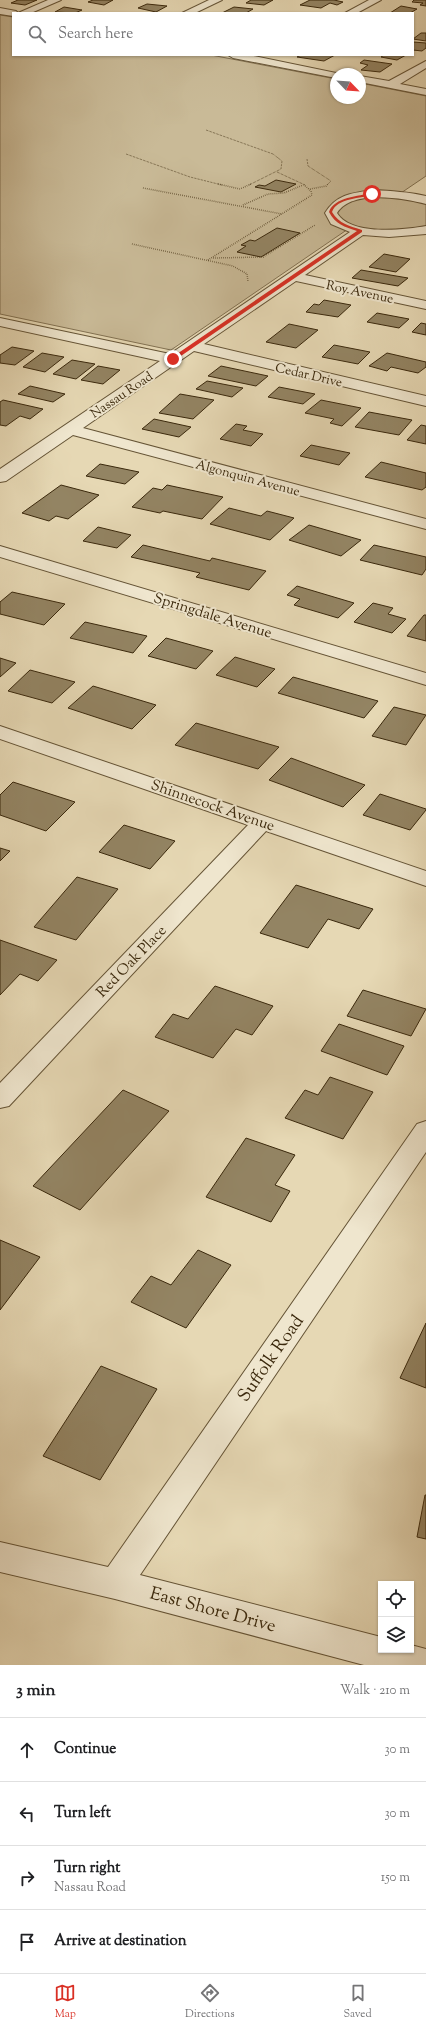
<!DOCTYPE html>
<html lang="en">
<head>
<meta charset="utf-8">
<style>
  body { margin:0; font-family:"Sorts Mill Goudy",serif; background:#f6f6f6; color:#202124 }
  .controls { position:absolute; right:12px; bottom:12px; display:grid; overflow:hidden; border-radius:0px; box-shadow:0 1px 3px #0004 }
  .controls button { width:36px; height:36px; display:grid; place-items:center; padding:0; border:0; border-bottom:1px solid #e0e0e0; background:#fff; color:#202124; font:20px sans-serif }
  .compass { position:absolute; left:330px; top:68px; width:36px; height:36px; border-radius:50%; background:#fff; box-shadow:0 1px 3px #0004; rotate:115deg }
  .stop { position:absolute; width:12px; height:12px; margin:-9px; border:3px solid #d93025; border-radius:50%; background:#fff }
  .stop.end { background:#d93025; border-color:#fff; box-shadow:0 1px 4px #0008 }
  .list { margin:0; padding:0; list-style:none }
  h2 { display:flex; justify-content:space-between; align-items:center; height:52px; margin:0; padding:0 16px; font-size:17px }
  h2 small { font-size:13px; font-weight:400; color:#757577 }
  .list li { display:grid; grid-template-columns:26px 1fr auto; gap:12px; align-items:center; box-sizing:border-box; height:64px; padding:0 16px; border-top:1px solid #e0e0e0 }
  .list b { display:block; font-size:15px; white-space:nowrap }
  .list p { margin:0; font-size:13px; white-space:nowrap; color:#757577 }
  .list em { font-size:13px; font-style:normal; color:#757577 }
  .icon { flex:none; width:22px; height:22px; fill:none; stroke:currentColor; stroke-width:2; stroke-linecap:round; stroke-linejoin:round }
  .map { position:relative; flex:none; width:426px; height:1665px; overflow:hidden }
  .search { position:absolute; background:#fff; box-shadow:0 1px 3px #0004; left:12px; right:12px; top:12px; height:44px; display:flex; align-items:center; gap:10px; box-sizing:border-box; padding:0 14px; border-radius:0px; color:#757577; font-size:15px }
  .sheet { height:308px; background:#fff }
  nav { display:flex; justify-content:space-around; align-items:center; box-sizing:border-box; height:56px; border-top:1px solid #e0e0e0; background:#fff; font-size:11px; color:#757577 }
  nav a { display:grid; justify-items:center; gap:2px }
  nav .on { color:#d93025 }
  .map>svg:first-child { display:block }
  .green { fill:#c9ba97; stroke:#827152 }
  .building { fill:#938463; stroke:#3a280c }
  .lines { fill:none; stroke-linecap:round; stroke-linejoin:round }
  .minor-casing { stroke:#655436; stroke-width:2 }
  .path-far1 { stroke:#3a280c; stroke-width:1; stroke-dasharray:0.5 1; stroke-linecap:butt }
  .path { stroke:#3a280c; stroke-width:1.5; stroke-dasharray:0.5 1.5; stroke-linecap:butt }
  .minor { fill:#efe6ce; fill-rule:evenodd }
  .route { fill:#d93025 }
  .labels { text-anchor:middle; stroke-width:4; stroke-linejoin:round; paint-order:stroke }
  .far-street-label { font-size:13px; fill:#3a280c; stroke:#efe6ce }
  .street-label { font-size:15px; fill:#3a280c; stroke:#efe6ce }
  .near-street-label { font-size:18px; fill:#3a280c; stroke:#efe6ce }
</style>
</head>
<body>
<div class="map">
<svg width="426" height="1665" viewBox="0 0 426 1665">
  <rect width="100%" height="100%" fill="#e6d8b4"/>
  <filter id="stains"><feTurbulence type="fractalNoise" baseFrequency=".005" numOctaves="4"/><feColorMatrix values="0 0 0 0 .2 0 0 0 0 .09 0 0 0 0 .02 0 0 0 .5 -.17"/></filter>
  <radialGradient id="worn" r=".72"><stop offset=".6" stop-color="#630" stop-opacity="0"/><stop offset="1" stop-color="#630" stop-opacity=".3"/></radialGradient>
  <polygon class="green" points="0,15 13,17 13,55 211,55 336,79 336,98 360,98 360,83 426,96 426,176 398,195 426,201 426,229 397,233 351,227 171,350 0,314"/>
  <g class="building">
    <polygon points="18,0 37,0 25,5 11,3"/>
    <polygon points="93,0 113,0 104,5 88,2"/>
    <polygon points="251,0 273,0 264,5 246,3"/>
    <polygon points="310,0 334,0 343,2 337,5 330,3 321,8 300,5"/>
    <polygon points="414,0 426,0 426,6 420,5 423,3 412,2"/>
    <polygon points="147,4 167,6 156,12 138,8"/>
    <polygon points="401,6 417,9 410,13 390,13"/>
    <polygon points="64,7 82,10 75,13 55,12"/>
    <polygon points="234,7 253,9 246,13 222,13"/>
    <polygon points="421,33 426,33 426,41 413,39"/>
    <polygon points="413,42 426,43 426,48 422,51 413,50"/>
    <polygon points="301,55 335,55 324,61 297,57"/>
    <polygon points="384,55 406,55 397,60 381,57"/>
    <polygon points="364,60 392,64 380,72 361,70 368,65 360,63"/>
    <polygon points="276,180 296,184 281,192 255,187 259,185 265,186"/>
    <polygon points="277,228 300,233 261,257 237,252 246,246 241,245 250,240 255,241"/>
    <polygon points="384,254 410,259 396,272 369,267"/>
    <polygon points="361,270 408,278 398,286 352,278"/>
    <polygon points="324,300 351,305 338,317 306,312 314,304 319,305"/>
    <polygon points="377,313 409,319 399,328 367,322"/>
    <polygon points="421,323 426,324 426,335 412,332"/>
    <polygon points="289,324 318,330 296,348 266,342"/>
    <polygon points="334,345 370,352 358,364 322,357"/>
    <polygon points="12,347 34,351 15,365 0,363 0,355"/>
    <polygon points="42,353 64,357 45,372 23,367"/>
    <polygon points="387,353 426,362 426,367 418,373 391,367 387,371 369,366"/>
    <polygon points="72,360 95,364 76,379 53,374"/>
    <polygon points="98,366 120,370 103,384 81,380"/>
    <polygon points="221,366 268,376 256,386 208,376"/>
    <polygon points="207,381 243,388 232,397 196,389"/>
    <polygon points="30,386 65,394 53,402 18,394"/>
    <polygon points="279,387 315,394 303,404 268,397"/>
    <polygon points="180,394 214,400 193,419 159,413"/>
    <polygon points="3,400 43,409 30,419 20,416 6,426 0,425 0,402"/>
    <polygon points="321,400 361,408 342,426 330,423 334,419 305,413"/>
    <polygon points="369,412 412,420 399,435 355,427"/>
    <polygon points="154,419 191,427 179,437 142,429"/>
    <polygon points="236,424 247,426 243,430 263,434 251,446 220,439"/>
    <polygon points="421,425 426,426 426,444 407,440"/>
    <polygon points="311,445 350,453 339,465 300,456"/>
    <polygon points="381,462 426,473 426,487 422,490 365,477"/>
    <polygon points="100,464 139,472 125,484 86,476"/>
    <polygon points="61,485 99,495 68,519 56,516 49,521 22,513"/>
    <polygon points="167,485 223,497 202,519 163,511 160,513 132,507 153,488 162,490"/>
    <polygon points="229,508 261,516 267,511 294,518 270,540 210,524"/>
    <polygon points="309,525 361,540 341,556 289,540"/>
    <polygon points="98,527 131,535 117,548 83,541"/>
    <polygon points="143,545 210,561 212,558 266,571 249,590 196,577 200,573 131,557"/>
    <polygon points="374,545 426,557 426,569 422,575 360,560"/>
    <polygon points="297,586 354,603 338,618 294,605 300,599 287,595"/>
    <polygon points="12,592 65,604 44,625 0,614 0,602"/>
    <polygon points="373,603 393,608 388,614 406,619 392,633 354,622"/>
    <polygon points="424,615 426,615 426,641 407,636"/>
    <polygon points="85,622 147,636 133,653 70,638"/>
    <polygon points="166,638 213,651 196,669 148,656"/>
    <polygon points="235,657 275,669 257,687 216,675"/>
    <polygon points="0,658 16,663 0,677"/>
    <polygon points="30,670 75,682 52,703 8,691"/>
    <polygon points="293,677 378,701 364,718 278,693"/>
    <polygon points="93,686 156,705 132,729 68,708"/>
    <polygon points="394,707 426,715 406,745 372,736"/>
    <polygon points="196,723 279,747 258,769 175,745"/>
    <polygon points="291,758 365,785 343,807 269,780"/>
    <polygon points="13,782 75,802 46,831 0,815 0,795"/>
    <polygon points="380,794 426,809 426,810 410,830 363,815"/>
    <polygon points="124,825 175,841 150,869 99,852"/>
    <polygon points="0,848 10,851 0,861"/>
    <polygon points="77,877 118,889 76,940 34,927"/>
    <polygon points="296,885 373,909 359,929 328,919 308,948 260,933"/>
    <polygon points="0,940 57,960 38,981 20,974 0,995"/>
    <polygon points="215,986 273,1006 252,1035 236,1029 213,1058 155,1037 173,1014 188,1019"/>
    <polygon points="363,990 426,1009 411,1036 347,1016"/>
    <polygon points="339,1024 404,1046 387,1075 321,1051"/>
    <polygon points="330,1077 373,1092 343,1139 285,1118 305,1090 318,1095"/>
    <polygon points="123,1090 169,1111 80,1210 33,1186"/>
    <polygon points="246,1138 295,1155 275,1185 290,1191 271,1222 206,1197"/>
    <polygon points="0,1240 40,1257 0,1310"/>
    <polygon points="198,1250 231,1265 186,1328 131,1302 151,1276 171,1285"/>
    <polygon points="426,1323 426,1388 400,1378"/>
    <polygon points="101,1366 157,1389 100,1480 43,1456"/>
    <polygon points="425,1495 426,1495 426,1539 417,1537"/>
  </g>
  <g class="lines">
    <defs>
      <g id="minor">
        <polygon points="48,0 61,0 31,13 18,13"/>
        <polygon points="209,0 222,0 195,13 182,13"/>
        <polygon points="369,0 381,0 357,13 345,13"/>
        <polygon points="0,8 16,11 18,13 13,13 13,16 0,14"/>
        <polygon points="228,55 249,55 341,74 336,74 336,78 233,58"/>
        <polygon points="426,61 426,68 400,84 426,89 426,95 360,82 360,76 389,81"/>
        <path d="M374,190C391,191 409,192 426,196V204C403,198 352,189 337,213C351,236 403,230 426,226V234L389,237L363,235L305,275L426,301V309L296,281L204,344L426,396V406L194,351L83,428L426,519V529L73,435L6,481L0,482V469L160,361L0,326V318L170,354L350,232L331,224L325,213C337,194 352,193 374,190Z"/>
        <polygon points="0,546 426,673 426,685 0,557"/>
        <polygon points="0,726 426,871 426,886 266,831 9,1106 0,1108 0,1083 248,825 0,739"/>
        <polygon points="426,1121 426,1152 140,1575 381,1637 381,1650 411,1650 411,1645 426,1649 426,1665 364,1665 115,1599 0,1572 0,1542 108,1567 417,1124"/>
      </g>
    </defs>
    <use href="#minor" class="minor-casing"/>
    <g class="path-far1">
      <polyline points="206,130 273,154 282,161 281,169 249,185"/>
      <polyline points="126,154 190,177 222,185"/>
      <polyline points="307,159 308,166 331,181 327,185"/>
      <polyline points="277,172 305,185"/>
    </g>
    <g class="path">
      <polyline points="218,184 240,189 251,184"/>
      <polyline points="143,188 282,214"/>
      <polyline points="310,189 326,186 328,184"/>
      <polyline points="243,205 268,194 284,193 303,185"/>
      <polyline points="132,244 233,266 247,274 248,282"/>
      <polyline points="213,258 263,257 315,225"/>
      <polyline points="208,260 312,195 311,191 303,184"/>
    </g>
    <use href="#minor" class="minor"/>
  </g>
  <path class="route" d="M372,193L374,195C361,198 337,198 332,212C339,224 350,226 362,230V232L175,360H171V358L357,231C345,227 335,224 329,212C334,197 359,196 372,193Z"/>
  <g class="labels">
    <g class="far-street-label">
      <text transform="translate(360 291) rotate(12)" y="5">Roy Avenue</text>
      <text transform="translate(309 374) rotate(13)" y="5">Cedar Drive</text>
      <text transform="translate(121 394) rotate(-34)" y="5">Nassau Road</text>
      <text transform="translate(248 477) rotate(15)" y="5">Algonquin Avenue</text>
    </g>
    <g class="street-label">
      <text transform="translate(213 615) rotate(17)" y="5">Springdale Avenue</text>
      <text transform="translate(213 805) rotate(19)" y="5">Shinnecock Avenue</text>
      <text transform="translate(131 961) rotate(-46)" y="5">Red Oak Place</text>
    </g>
    <g class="near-street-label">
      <text transform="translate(270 1358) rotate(-55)" y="6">Suffolk Road</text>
      <text transform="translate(213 1609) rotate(15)" y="6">East Shore Drive</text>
    </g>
  </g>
  <rect width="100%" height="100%" filter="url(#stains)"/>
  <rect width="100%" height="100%" fill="url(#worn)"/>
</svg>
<div class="controls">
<button><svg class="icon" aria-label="locate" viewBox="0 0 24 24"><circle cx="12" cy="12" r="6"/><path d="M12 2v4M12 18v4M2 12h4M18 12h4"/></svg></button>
<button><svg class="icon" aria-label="layers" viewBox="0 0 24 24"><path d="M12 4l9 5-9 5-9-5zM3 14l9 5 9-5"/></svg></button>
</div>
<svg class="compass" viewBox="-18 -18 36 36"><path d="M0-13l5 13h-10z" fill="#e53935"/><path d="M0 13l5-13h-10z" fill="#757577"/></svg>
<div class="stop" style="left:372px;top:194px"></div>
<div class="stop end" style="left:173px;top:359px"></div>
<div class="search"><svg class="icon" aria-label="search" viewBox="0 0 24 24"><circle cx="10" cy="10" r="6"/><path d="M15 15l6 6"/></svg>Search here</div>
</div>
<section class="sheet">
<h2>3 min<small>Walk · 210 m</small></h2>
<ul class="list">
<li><svg class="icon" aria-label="ahead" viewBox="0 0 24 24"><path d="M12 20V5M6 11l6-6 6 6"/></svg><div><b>Continue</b></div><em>30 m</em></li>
<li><svg class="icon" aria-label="left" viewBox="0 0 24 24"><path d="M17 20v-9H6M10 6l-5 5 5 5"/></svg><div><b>Turn left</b></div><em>30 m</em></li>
<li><svg class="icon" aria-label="right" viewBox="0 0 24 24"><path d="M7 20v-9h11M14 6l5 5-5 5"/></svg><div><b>Turn right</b><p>Nassau Road</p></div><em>150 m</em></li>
<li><svg class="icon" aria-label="arrive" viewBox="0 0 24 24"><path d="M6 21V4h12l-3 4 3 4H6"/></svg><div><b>Arrive at destination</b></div></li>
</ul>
</section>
<nav>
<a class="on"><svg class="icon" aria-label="map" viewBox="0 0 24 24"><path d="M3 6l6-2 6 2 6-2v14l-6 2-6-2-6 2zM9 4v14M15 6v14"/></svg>Map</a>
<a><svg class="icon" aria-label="directions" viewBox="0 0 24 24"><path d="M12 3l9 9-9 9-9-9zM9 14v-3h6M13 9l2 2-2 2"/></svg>Directions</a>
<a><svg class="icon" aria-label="saved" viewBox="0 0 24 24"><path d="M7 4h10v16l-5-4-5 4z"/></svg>Saved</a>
</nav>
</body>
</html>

####

__Task objective__. Which lines above contain the word "compass"? Copy each one.

__Response to the exercise__.
  .compass { position:absolute; left:330px; top:68px; width:36px; height:36px; border-radius:50%; background:#fff; box-shadow:0 1px 3px #0004; rotate:115deg }
<svg class="compass" viewBox="-18 -18 36 36"><path d="M0-13l5 13h-10z" fill="#e53935"/><path d="M0 13l5-13h-10z" fill="#757577"/></svg>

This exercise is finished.